[[ PROVIDED DATA open ]]
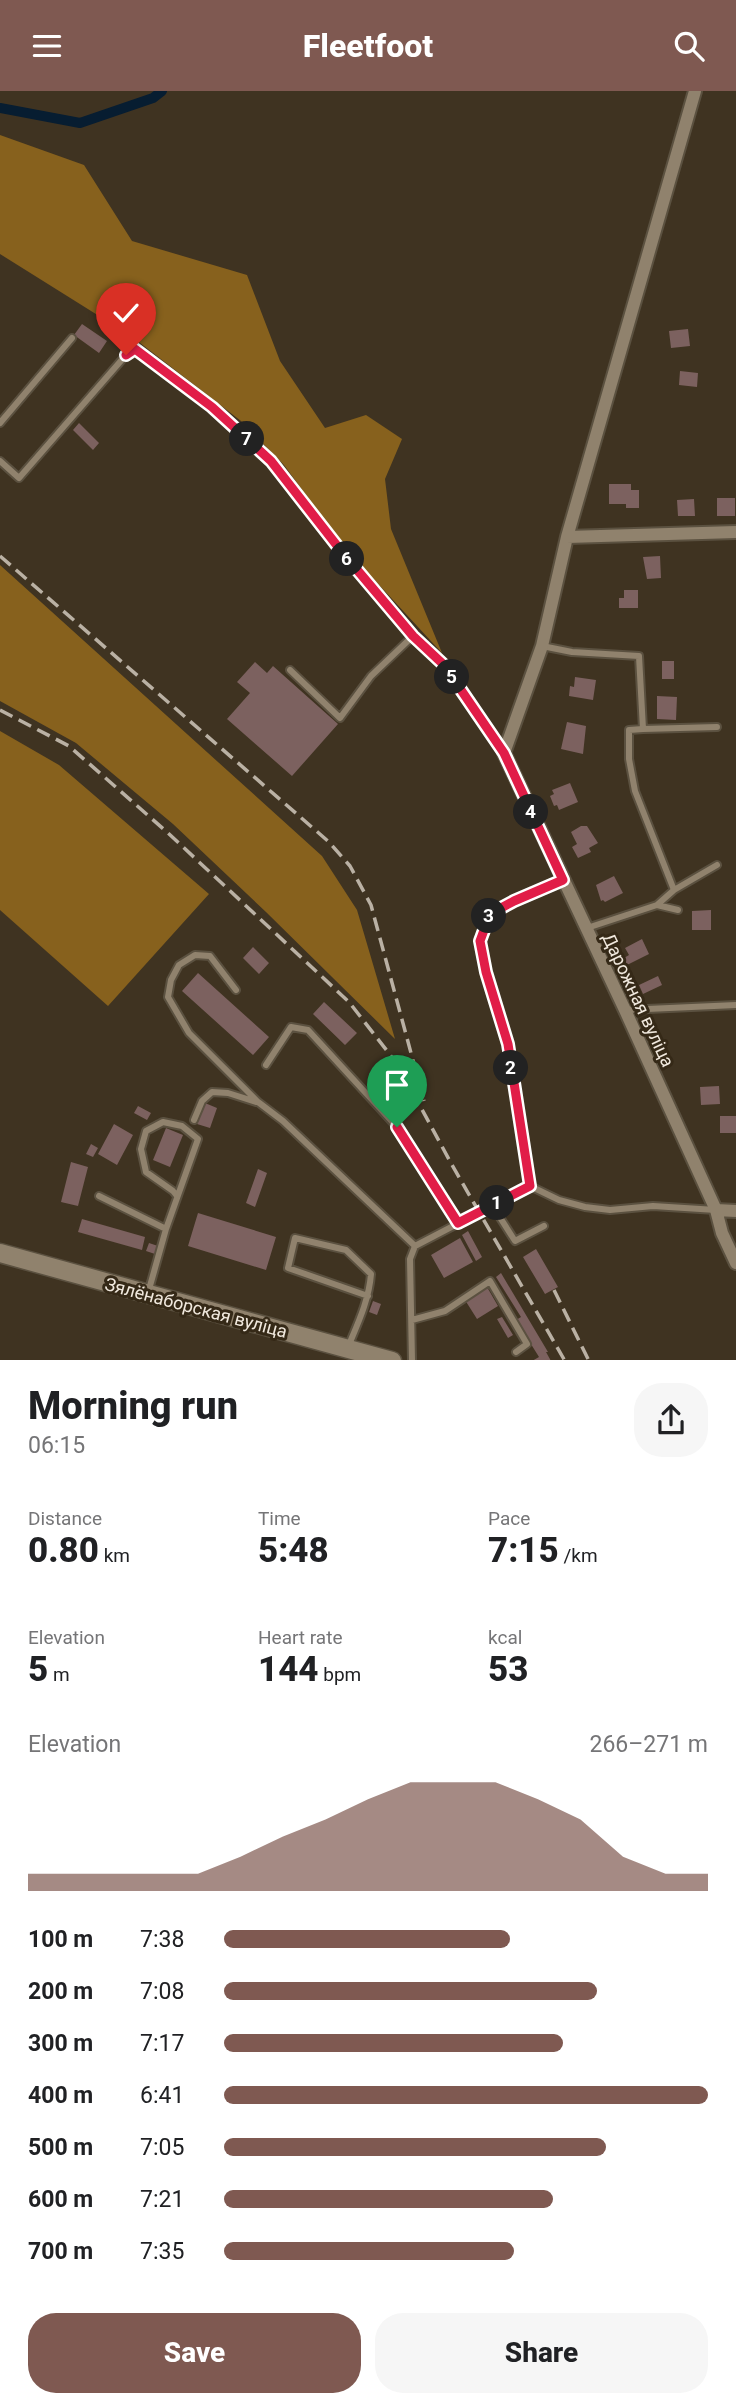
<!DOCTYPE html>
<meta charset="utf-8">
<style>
body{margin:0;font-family:Roboto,sans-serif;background:#f6f6f6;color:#202124;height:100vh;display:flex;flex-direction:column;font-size:26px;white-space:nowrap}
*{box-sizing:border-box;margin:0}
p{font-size:23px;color:#757577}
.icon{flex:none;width:38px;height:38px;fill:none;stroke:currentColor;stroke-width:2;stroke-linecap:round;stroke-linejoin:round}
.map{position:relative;height:1269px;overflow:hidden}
.details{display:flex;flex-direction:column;background:#fff;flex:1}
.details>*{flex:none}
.pin{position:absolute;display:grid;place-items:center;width:60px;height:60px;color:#fff;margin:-72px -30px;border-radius:50% 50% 50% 0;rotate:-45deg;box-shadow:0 0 7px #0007}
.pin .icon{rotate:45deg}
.km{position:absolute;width:35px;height:35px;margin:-18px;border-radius:50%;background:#222;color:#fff;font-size:19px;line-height:35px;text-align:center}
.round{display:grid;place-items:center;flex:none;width:74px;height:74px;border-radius:28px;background:#f6f6f6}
.headline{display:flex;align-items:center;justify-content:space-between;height:119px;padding:0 28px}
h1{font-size:38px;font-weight:800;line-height:52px}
.metrics{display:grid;grid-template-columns:repeat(3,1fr);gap:10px;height:119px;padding:7px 28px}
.metrics div{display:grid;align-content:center}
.metrics b{font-size:35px;font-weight:800}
.metrics small{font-size:19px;font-weight:400}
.metrics p{font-size:19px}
.chart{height:196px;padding:14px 28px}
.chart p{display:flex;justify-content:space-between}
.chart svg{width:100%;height:126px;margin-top:7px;fill:#7f5951;opacity:.7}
.button{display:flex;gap:14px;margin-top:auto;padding:14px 28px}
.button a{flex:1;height:80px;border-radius:28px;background:#7f5951;color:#fff;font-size:28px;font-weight:800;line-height:80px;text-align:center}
.button a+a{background:#f6f6f6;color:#202124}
ul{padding:0 28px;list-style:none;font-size:23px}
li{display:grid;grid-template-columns:112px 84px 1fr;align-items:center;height:52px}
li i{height:18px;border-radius:9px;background:#7f5951}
header{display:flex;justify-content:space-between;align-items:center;height:91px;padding:0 28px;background:#7f5951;color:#fff;font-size:32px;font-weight:800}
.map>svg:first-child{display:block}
.forest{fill:#87611d}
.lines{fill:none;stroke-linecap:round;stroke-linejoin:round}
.canal{stroke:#071d31;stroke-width:10}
.building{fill:#7c615f}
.lane-casing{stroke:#5b5140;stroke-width:10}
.street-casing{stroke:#5b5140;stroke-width:16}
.secondary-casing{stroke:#5b5140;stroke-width:21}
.lane{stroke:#90826d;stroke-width:6}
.street{stroke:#90826d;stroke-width:12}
.secondary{stroke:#90826d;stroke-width:18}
.rail{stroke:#bab1a4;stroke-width:3.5;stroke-dasharray:14 7;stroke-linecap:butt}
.route-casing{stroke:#fff;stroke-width:14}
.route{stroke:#e11d48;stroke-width:9}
.labels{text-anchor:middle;stroke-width:6;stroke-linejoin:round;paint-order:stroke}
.street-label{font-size:18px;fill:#f1e9de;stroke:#352917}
</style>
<header><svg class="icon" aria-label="menu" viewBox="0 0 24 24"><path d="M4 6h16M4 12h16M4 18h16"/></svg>Fleetfoot<svg class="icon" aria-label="search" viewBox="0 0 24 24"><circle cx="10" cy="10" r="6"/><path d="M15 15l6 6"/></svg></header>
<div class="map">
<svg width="736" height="1270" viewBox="0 0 736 1270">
<rect width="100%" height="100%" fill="#3f3321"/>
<!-- forest -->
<path class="forest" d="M 0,44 L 84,74 L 132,150 L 247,184 L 280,270 L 325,337 L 366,324 L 402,348 L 385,388 L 391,438 L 442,562 L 344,456 L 284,374 L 241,330 L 131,245 L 0,163 Z
M 0,474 L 322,765 L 357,819 L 395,948 L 266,821 L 173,733 L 76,652 L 0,610 Z
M 0,640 L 59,674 L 209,803 L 108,915 L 0,819 Z"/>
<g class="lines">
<!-- canal -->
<path class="canal" d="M 0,17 L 80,32 L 153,7 L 162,0"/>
</g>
<!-- building -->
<path class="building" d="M 82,233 L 107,250 L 99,262 L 74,244 Z
M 688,238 L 690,255 L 671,257 L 669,240 Z
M 680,280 L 698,282 L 697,296 L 679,294 Z
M 79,332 L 99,352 L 93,359 L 73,339 Z
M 609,393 L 631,393 L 631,399 L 639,399 L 639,417 L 626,417 L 626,413 L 609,413 Z
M 717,407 L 735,407 L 735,425 L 717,425 Z
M 694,408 L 695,425 L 678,425 L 677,409 Z
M 660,465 L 661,487 L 647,488 L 643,466 Z
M 624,499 L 638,499 L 638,517 L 619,517 L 619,507 L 624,507 Z
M 662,570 L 674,570 L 674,588 L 662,588 Z
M 255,571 L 267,582 L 273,575 L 338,633 L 292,685 L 227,628 L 250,602 L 237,591 Z
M 575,586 L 596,589 L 593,609 L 569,605 L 570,595 L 574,596 Z
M 657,605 L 677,606 L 676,629 L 657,628 Z
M 567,631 L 586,635 L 583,663 L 561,658 Z
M 570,692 L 578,711 L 559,719 L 557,714 L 554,715 L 550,705 L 554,703 L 552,699 Z
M 581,735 L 587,735 L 598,752 L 589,757 L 591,761 L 578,767 L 572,756 L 577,753 L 571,741 Z
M 614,785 L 623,802 L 605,811 L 603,809 L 601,810 L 596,794 Z
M 711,819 L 711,839 L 692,839 L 692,820 Z
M 642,848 L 649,863 L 627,874 L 624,867 L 629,864 L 625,857 Z
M 253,856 L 269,872 L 259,883 L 243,867 Z
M 198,882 L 269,946 L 253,964 L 182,900 Z
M 658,885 L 662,894 L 643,903 L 639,894 Z
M 324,911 L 357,942 L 345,954 L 313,923 Z
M 719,995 L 720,1013 L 701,1014 L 700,996 Z
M 205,1012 L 217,1017 L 210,1037 L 197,1033 Z
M 138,1015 L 151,1022 L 147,1029 L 134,1022 Z
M 720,1025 L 736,1025 L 736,1042 L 720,1042 Z
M 114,1033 L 133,1044 L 117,1074 L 98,1063 Z
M 166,1037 L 183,1044 L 170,1076 L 153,1069 Z
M 91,1053 L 98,1057 L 93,1066 L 86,1063 Z
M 71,1071 L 88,1076 L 78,1115 L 61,1111 Z
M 258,1078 L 267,1082 L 255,1116 L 246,1112 Z
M 198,1122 L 276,1146 L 266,1179 L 188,1155 Z
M 82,1128 L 145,1146 L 142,1159 L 78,1141 Z
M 468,1140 L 482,1166 L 476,1170 L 462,1144 Z
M 460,1147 L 473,1171 L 444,1187 L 431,1164 Z
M 149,1152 L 158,1155 L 155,1163 L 146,1160 Z
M 536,1158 L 558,1196 L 545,1203 L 523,1166 Z
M 501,1182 L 548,1261 L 546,1261 L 551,1270 L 532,1270 L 539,1266 L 516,1229 L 521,1226 L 496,1186 Z
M 487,1196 L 498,1215 L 477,1228 L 465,1209 Z
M 373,1210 L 381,1213 L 377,1224 L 369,1221 Z
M 502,1226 L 513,1244 L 508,1247 L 497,1228 Z"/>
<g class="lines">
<defs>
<path id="lane" d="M 0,332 L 72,247
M 0,370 L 19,387 L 126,264 L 135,258 L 212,316 L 271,370 L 342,462 L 413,545 L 444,574 L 503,661
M 542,555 L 572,561 L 639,565 L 643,638 L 629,639 L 629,668 L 635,700 L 674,799
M 290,579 L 340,627 L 371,585 L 413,545
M 643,638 L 717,636
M 657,814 L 678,819
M 587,837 L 657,814 L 674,799 L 717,774
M 236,899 L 210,865 L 195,864 L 179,874 L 171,889 L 168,906 L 189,942 L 258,1011 L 283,1030 L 415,1155
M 625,919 L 736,914
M 266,974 L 291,936 L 308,939 L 397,1036 L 458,1131
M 194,1029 L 202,1010 L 212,1001 L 228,1002 L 256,1011
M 530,1095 L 508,953 L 486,881 L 480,850 L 490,823 L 514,810 L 563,789
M 99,1105 L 166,1138
M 492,1114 L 515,1150 L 544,1135
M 148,1202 L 166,1138 L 198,1048 L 182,1035 L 163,1031 L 146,1040 L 141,1058 L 146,1081 L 173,1100 L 177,1105
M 412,1229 L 445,1220 L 490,1190 L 527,1253 L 516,1261
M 348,1256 C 358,1232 369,1209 371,1183 L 346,1159 L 295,1147 L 288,1177 L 368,1205
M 412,1270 L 410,1168 L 415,1155 L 530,1095 L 559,1109 L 585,1116 L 610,1119 L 653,1115 L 716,1119"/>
<path id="street" d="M 695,0 L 567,446 L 542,555 L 504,662 L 625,919 L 716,1119 L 722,1142 L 736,1172
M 567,446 L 736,441
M 716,1119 L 736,1120"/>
<path id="secondary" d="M 0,1162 L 392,1270"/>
</defs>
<!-- lane casing -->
<use href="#lane" class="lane-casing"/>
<!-- street casing -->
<use href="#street" class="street-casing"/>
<!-- secondary casing -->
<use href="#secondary" class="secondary-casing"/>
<!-- lane -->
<use href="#lane" class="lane"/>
<!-- street -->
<use href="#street" class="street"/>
<!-- secondary -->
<use href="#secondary" class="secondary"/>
<!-- rail -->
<path class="rail" d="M 0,465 L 329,751 L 350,775 L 371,814 L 424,1010
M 0,619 L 69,655 L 168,742 L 349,911 L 398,974 L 452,1074 L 565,1270
M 554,1199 L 589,1270"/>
</g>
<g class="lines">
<defs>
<path id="route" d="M 126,264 L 135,258 L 212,316 L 271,370 L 342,461 L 413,545 L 444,574 L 504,662 L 563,789 L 514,810 L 490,823 L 480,850 L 486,881 L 508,953 L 530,1095 L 458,1132 L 397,1036"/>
</defs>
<!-- route casing -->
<use href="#route" class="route-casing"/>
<!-- route -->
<use href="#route" class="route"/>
</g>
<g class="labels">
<!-- street labels -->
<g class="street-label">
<text transform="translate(638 909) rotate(65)" y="6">Дарожная вуліца</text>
<text transform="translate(196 1217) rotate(15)" y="6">Зялёнаборская вуліца</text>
</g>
</g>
</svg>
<div class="pin" style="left:397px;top:1036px;background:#1e9e55"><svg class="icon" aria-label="arrive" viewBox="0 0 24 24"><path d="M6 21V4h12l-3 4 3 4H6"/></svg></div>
<div class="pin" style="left:126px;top:264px;background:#d93025"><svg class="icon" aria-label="check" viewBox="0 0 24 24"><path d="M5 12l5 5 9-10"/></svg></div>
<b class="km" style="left:497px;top:1112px">1</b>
<b class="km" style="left:511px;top:977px">2</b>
<b class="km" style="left:489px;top:825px">3</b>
<b class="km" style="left:531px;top:721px">4</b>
<b class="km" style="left:452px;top:586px">5</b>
<b class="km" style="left:347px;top:468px">6</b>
<b class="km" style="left:247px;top:348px">7</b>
</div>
<section class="details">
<div class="headline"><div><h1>Morning run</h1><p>06:15</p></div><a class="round"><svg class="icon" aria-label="share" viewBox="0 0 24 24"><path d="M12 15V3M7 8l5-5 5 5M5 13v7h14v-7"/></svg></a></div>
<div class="metrics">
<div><p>Distance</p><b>0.80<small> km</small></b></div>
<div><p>Time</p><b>5:48</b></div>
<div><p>Pace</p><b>7:15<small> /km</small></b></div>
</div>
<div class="metrics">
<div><p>Elevation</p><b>5<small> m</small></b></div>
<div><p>Heart rate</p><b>144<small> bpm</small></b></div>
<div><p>kcal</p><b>53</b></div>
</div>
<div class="chart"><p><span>Elevation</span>266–271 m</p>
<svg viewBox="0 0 160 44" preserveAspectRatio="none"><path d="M0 44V38L10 38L20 38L30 38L40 38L50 32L60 25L70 19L80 12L90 6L100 6L110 6L120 12L130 19L140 32L150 38L160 38V44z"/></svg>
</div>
<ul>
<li><b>100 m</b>7:38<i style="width:59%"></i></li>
<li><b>200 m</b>7:08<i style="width:77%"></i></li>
<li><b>300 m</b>7:17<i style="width:70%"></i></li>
<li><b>400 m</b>6:41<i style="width:100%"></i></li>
<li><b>500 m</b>7:05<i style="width:79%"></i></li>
<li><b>600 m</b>7:21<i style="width:68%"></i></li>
<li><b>700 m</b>7:35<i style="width:60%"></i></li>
</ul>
<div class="button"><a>Save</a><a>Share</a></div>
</section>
[[ PROVIDED DATA closed ]]
• **PROBLEM REQUIREMENTS**:
The answer must be every line from the entries above that holds the string "Elevation".

• **EXERCISE OUTPUT**:
<div><p>Elevation</p><b>5<small> m</small></b></div>
<div class="chart"><p><span>Elevation</span>266–271 m</p>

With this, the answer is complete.